Unlike so many economic-development initiatives, Lyten is a young, entrepreneurial company of the sort that TN ECD Commissioner McWhorter might have had in mind, when he recently said that he'd be putting increased ECD emphasis on entrepreneurship.
Prior to State government, McWhorter focused for decades on venture capital investment, and is a former CEO of the Nashville Entrepreneur Center.
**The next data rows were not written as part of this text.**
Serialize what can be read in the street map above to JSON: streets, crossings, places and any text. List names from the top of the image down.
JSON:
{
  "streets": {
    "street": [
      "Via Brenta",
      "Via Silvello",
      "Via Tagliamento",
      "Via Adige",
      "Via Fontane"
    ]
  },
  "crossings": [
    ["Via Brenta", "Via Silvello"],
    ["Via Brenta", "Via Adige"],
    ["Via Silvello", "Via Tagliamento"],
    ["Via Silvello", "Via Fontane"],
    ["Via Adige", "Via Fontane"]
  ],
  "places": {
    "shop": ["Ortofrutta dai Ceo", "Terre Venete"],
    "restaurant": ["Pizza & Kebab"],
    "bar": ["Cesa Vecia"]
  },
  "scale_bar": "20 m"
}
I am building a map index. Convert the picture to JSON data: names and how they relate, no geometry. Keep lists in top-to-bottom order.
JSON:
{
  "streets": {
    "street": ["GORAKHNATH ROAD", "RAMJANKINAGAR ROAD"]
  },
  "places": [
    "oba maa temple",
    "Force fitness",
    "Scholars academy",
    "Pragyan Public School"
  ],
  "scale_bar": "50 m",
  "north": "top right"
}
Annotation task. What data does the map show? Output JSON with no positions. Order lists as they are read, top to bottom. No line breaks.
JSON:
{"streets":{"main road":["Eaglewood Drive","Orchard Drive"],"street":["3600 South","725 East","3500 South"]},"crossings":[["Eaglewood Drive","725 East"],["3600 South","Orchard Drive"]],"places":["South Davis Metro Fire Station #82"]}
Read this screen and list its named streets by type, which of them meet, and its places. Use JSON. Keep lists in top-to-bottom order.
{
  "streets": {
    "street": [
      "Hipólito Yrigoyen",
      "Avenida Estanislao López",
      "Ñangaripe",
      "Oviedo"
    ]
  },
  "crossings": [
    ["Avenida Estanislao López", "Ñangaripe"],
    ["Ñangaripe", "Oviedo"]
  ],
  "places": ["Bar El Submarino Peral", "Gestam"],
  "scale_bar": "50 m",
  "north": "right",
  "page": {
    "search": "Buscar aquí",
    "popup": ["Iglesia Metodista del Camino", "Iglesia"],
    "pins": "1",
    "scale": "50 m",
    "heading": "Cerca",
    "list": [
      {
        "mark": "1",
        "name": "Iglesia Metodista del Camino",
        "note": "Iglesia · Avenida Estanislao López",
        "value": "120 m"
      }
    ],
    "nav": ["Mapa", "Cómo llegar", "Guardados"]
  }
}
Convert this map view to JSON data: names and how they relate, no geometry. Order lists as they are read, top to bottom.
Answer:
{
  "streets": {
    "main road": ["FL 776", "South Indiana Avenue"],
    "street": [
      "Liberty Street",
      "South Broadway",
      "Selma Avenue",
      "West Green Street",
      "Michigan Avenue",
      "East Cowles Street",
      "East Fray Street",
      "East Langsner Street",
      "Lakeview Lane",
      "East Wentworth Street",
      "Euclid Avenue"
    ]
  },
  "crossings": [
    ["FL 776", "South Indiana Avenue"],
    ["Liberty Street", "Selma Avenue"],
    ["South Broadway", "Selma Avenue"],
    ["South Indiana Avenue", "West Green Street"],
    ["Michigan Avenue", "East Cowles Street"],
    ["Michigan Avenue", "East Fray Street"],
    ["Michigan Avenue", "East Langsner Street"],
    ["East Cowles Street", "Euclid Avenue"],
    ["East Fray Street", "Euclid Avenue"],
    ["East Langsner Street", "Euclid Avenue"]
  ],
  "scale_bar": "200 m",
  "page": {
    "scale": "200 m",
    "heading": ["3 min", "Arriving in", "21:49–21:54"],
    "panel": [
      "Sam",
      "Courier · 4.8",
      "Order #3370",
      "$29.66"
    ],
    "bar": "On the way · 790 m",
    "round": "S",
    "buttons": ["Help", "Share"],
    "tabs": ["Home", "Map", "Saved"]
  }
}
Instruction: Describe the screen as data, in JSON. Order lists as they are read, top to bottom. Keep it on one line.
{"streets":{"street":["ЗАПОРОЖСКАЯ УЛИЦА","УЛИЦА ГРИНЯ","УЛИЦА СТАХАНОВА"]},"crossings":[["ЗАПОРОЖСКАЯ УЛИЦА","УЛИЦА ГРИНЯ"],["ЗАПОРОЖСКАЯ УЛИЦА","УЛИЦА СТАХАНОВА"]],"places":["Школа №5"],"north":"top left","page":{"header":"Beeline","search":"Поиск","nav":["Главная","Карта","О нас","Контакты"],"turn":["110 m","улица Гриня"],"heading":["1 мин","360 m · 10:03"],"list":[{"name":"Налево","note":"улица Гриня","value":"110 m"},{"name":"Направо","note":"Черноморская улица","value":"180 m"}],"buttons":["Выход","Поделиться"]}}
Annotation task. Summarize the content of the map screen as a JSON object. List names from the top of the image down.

We learned that Lyten has received investment via Memphis-based River Street Management (portfolio page here and SEC here), and has signaled that in addition to its recently opened Bay Area pilot facility, it plans near-term to establish additional capacity in multiple other regions, closer to automotive companies. They currently allude to such geo-expansion in their Glassdoor entry here. Current physical locations shown on the Lyten website offer only locations at San Jose and at its innovation office at the University of Illinois, Champaign-Urbana.
Our research suggests that other investors in 8-year-old Lyten have included, in addition to the aforementioned RSM, Catalus Capital Management, Investor Mark Lackareff, and others.
|Lyten's Dan Cook
There's a little color, also, in the fact that Lyten Co-founder and CEO Dan Cook has substantial PE/VC experience, and he earned his BSME (1984) in the Vanderbilt University School of Engineering. Cook's LinkedIn is here. There is, of course, relevant research and commercialization underway at Vanderbilt, one example here.
Lyten 3D Graphene and Lyten Batteries play key roles in energy storage.
A Lyten commitment to Clarksville, in a state committed to advanced energy and re-charging infrastructure and related fields, could put Lyten in the backyards to TN-KY automakers' operations, as well as close to a growing ecosystem of alt-energy entrants, such as Shoals Technology (SHLS), located in nearby Portland, Tenn.
In addition, the company might be able to tap talent via programs backed by State ECD and Launch Tennessee, including industry and mentoring networks for Automotive-Mobility, Advanced Energy, and other sectors.
For the record: Advanced-technology companies such as Lyten have alternatives -- e.g., they could siting their operations at the nearly 2,000-acre Mid-Tennessee I-24 Megasite in Coffee County, close-by Arnold Engineering Development Complex (Arnold Air Force Base, Tullahoma).
We note that Lyten recently announced it had won an innovation-prototyping agreement with a U.S. Department of Defense unit that could produce benefits for U.S. Space Force and others with space-oriented requirements, release here.
So much for VNC's latest thought-experiment. Let's see what actually happens this afternoon.